Oreste Vigorito, presidente del Benevento Calcio, ha alzado la voz para exponer la crítica situación económica que atraviesa el fútbol, especialmente tras la reciente promoción de su club a la Serie B. Las palabras del mandatario pintan un panorama desolador, donde los costos operativos se han vuelto prohibitivos, llevando al deporte a una senda de autodestrucción.
«Así es como se muere», sentenció Vigorito, subrayando la gravedad del problema. Los gastos asociados a la gestión de un club de fútbol, desde los salarios de los jugadores hasta el mantenimiento de las infraestructuras y los viajes, se han disparado hasta niveles que muchos equipos, especialmente los de menor calibre, no pueden afrontar.
Ante la pregunta sobre un posible regreso a la Serie A, Vigorito reafirmó su compromiso con el club y su deseo de seguir adelante, a pesar de los desafíos financieros.
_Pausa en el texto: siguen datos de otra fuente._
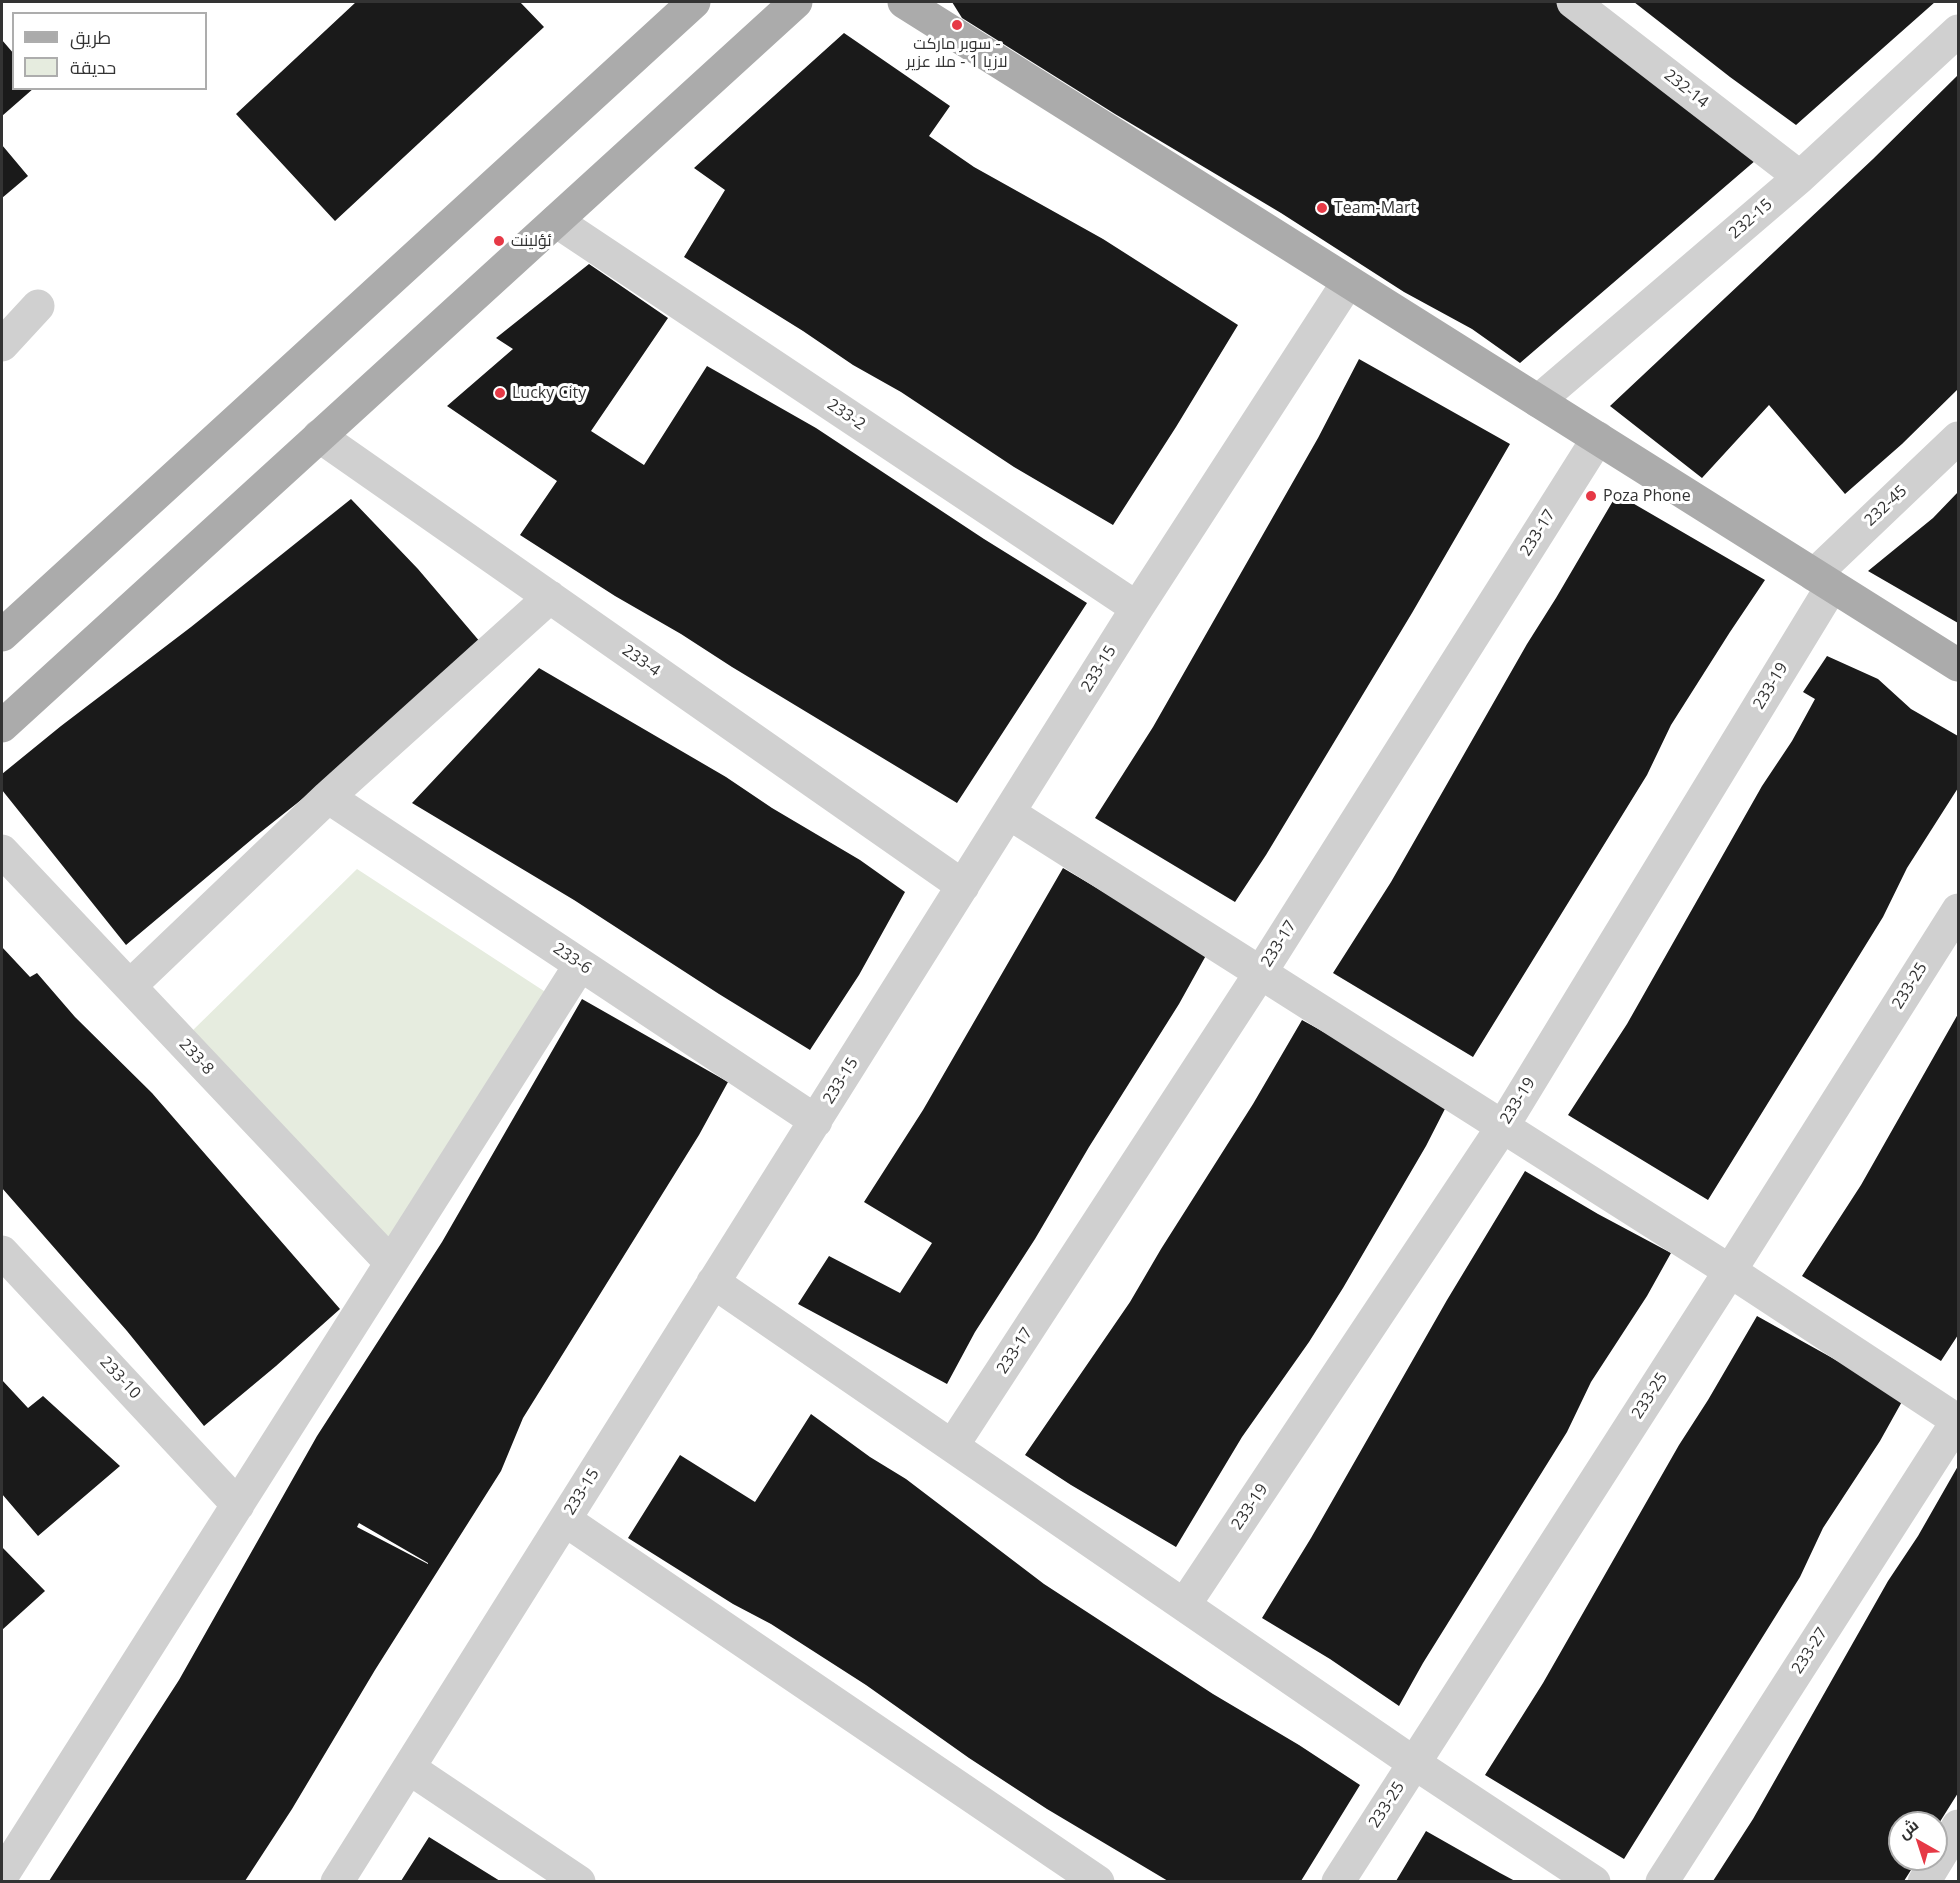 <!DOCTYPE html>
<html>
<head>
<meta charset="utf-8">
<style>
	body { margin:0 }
	#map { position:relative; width:1960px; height:1883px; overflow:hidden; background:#fff; font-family:"Open Sans",Cairo,sans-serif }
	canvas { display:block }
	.frame { position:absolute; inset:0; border:3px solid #333; pointer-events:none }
	.legend { position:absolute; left:12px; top:12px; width:195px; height:78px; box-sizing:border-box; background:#fff; border:2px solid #adadad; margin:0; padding:8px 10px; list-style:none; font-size:18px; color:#333 }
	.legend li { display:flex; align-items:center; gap:12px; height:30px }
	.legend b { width:30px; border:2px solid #adadad }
	.north { position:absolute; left:1888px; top:1811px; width:60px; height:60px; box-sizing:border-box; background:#fff; border:2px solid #adadad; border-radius:50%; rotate:321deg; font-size:16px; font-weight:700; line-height:24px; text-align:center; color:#333 }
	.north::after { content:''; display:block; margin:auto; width:21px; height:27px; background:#e63946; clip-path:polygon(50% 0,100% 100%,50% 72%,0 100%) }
</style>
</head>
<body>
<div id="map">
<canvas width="1960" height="1883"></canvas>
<div class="frame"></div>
<ul class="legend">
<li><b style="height:8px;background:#ababab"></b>طريق</li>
<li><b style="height:16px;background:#e6ecdf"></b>حديقة</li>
</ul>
<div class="north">ش</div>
</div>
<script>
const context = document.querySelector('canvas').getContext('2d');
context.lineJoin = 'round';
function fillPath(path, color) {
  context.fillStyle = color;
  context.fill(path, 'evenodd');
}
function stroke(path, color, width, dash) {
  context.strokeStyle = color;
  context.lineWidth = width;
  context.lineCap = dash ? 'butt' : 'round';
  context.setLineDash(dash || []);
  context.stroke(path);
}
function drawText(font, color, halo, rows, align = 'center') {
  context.font = font + ' "Open Sans",Cairo,sans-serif';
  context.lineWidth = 6;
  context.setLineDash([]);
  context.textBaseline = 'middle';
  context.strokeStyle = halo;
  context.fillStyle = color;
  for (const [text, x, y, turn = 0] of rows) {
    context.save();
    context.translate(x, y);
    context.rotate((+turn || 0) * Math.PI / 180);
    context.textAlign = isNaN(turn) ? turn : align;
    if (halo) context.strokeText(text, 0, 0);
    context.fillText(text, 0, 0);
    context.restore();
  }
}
fillPath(new Path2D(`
	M 357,869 L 547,993 L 384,1244 L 188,1035 Z`), '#e6ecdf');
fillPath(new Path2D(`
	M 356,2 L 520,2 L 544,27 L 335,221 L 236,114 Z
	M 952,2 L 1557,2 L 1756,160 L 1520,363 L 1472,329 L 1404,292 L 1281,213 L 1115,114 L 962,18 Z
	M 1634,2 L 1935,2 L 1796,125 L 1730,77 Z
	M 844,33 L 950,106 L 929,136 L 974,167 L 1103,239 L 1238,325 L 1176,427 L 1113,525 L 1014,467 L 901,392 L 853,365 L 803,331 L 684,257 L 725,190 L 694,168 Z
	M 2,40 L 14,54 L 14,88 L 34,88 L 2,116 Z
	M 1958,75 L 1958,389 L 1902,444 L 1845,494 L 1769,405 L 1702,478 L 1610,406 L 1873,159 Z
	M 2,145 L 28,176 L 2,198 Z
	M 589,264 L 668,318 L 591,431 L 644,465 L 707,366 L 816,428 L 984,539 L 1087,603 L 957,803 L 732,667 L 681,634 L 615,596 L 520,535 L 557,481 L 447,406 L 513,349 L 496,338 Z
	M 1359,359 L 1510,444 L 1412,613 L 1266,855 L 1235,902 L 1095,818 L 1153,727 L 1318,438 Z
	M 1958,492 L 1958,623 L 1868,571 L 1933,518 Z
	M 1617,494 L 1765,580 L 1730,632 L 1671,725 L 1647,775 L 1473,1057 L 1333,973 L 1391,882 L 1527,644 L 1556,598 Z
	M 351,499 L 418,569 L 481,643 L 330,777 L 257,835 L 126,945 L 2,790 L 2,774 L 61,726 L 191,627 Z
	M 1827,656 L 1878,679 L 1911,709 L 1958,736 L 1958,788 L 1907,868 L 1883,917 L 1708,1200 L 1568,1115 L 1627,1024 L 1762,786 L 1792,741 L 1815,699 L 1803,692 Z
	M 539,668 L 726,777 L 772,808 L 860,860 L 905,892 L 859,975 L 810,1050 L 719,994 L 574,900 L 412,803 Z
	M 1063,868 L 1134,910 L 1209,950 L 1179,1004 L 1089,1147 L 1035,1239 L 975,1332 L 947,1384 L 798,1304 L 829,1256 L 900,1293 L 932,1243 L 864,1202 L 923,1110 Z
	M 2,947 L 30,977 L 37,973 L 75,1017 L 152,1093 L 340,1309 L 276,1366 L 204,1426 L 127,1331 L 2,1188 Z
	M 582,999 L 728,1082 L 699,1135 L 523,1418 L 501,1471 L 375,1670 L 292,1809 L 245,1881 L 49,1881 L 179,1680 L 317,1436 L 442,1242 ZM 359,1523 L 428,1563 L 428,1564 L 357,1527 Z
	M 1958,1014 L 1958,1335 L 1941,1361 L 1802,1276 L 1861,1185 Z
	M 1302,1020 L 1449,1101 L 1426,1146 L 1343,1288 L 1309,1342 L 1242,1437 L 1176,1547 L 1071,1485 L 1025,1455 L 1130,1302 L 1161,1249 L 1253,1104 Z
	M 1525,1171 L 1598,1214 L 1671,1253 L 1647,1296 L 1591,1382 L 1567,1432 L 1423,1663 L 1399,1706 L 1330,1659 L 1262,1618 L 1311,1538 L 1447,1300 Z
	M 1757,1316 L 1904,1398 L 1880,1441 L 1823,1528 L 1800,1577 L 1624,1859 L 1485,1775 L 1543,1683 L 1679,1445 L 1708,1400 Z
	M 2,1380 L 28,1408 L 43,1396 L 120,1466 L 38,1536 L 2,1494 Z
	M 811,1414 L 870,1457 L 906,1479 L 1044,1584 L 1213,1694 L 1299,1745 L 1360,1785 L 1301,1881 L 1168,1881 L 1047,1809 L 969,1758 L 866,1685 L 771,1624 L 733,1604 L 628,1538 L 680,1455 L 755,1502 Z
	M 1958,1466 L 1958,1793 L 1936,1828 L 1936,1823 L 1900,1823 L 1900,1859 L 1918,1859 L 1904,1881 L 1713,1881 L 1753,1819 L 1888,1581 L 1918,1536 Z
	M 2,1547 L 45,1591 L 2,1630 Z
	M 1426,1831 L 1500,1873 L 1515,1881 L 1396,1881 Z
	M 429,1837 L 500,1881 L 401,1881 Z`), '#1a1a1a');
stroke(new Path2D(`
	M 1573,2 L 1800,177
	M 556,221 L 1137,608
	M 2,345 L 38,306
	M 1538,401 L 1800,177 L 1958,31
	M 319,436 L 963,886
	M 1814,575 L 1958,438
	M 328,797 L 816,1121
	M 1009,813 L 1730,1271 L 1958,1421
	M 2,851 L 391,1263
	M 130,986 L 328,797 L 550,597
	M 2,1252 L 238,1505
	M 713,1282 L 1414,1763 L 1594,1882
	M 953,1445 L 1261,972 L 1598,438
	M 565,1520 L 1098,1882
	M 1185,1604 L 1503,1126 L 1832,586
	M 409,1768 L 579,1882
	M 2,1876 L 580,965
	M 337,1882 L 1137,608 L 1348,282
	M 1338,1882 L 1730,1271 L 1958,910
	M 1662,1882 L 1958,1420
	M 1924,1882 L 1958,1826`), '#d0d0d0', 33);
stroke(new Path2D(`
	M 904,2 L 1958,665
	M 2,635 L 694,2
	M 2,726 L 796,2`), '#ababab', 33);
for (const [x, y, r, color] of [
	[957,25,6,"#e63946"],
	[1322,208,6,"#e63946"],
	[499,241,6,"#e63946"],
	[500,393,6,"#e63946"],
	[1591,496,6,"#e63946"]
]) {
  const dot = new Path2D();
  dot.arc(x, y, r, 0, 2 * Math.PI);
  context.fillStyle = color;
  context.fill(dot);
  stroke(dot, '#fff', 2);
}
drawText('16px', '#333', '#fff', [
	["سوبر ماركت -",957,44,"center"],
	["لازيا 1 - ملا عزير",957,62,"center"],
	["Team-Mart",1334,208],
	["ئؤلينت",511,241],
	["Lucky City",512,393],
	["Poza Phone",1603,496]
], 'left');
drawText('16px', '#333', '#fff', [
	["232-14",1686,89,38],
	["232-15",1751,219,-41],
	["233-2",846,415,34],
	["232-45",1886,506,-43],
	["233-17",1538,533,-58],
	["233-4",641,661,35],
	["233-15",1099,669,-58],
	["233-19",1771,686,-59],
	["233-17",1279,944,-58],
	["233-6",572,959,34],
	["233-25",1910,986,-58],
	["233-8",196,1057,47],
	["233-15",841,1081,-58],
	["233-19",1518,1101,-58],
	["233-17",1015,1351,-57],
	["233-10",120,1378,47],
	["233-25",1650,1396,-57],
	["233-15",582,1492,-58],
	["233-19",1250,1507,-56],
	["233-27",1810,1651,-57],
	["233-25",1387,1805,-57]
]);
</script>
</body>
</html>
Sin embargo, su intervención pone de manifiesto la urgente necesidad de un cambio estructural en el modelo económico del fútbol para garantizar su viabilidad a largo plazo.
La crisis económica que denuncia Vigorito no es un problema aislado del Benevento, sino una problemática que afecta a gran parte del panorama futbolístico, poniendo en riesgo la continuidad de muchos clubes y el desarrollo del deporte en general.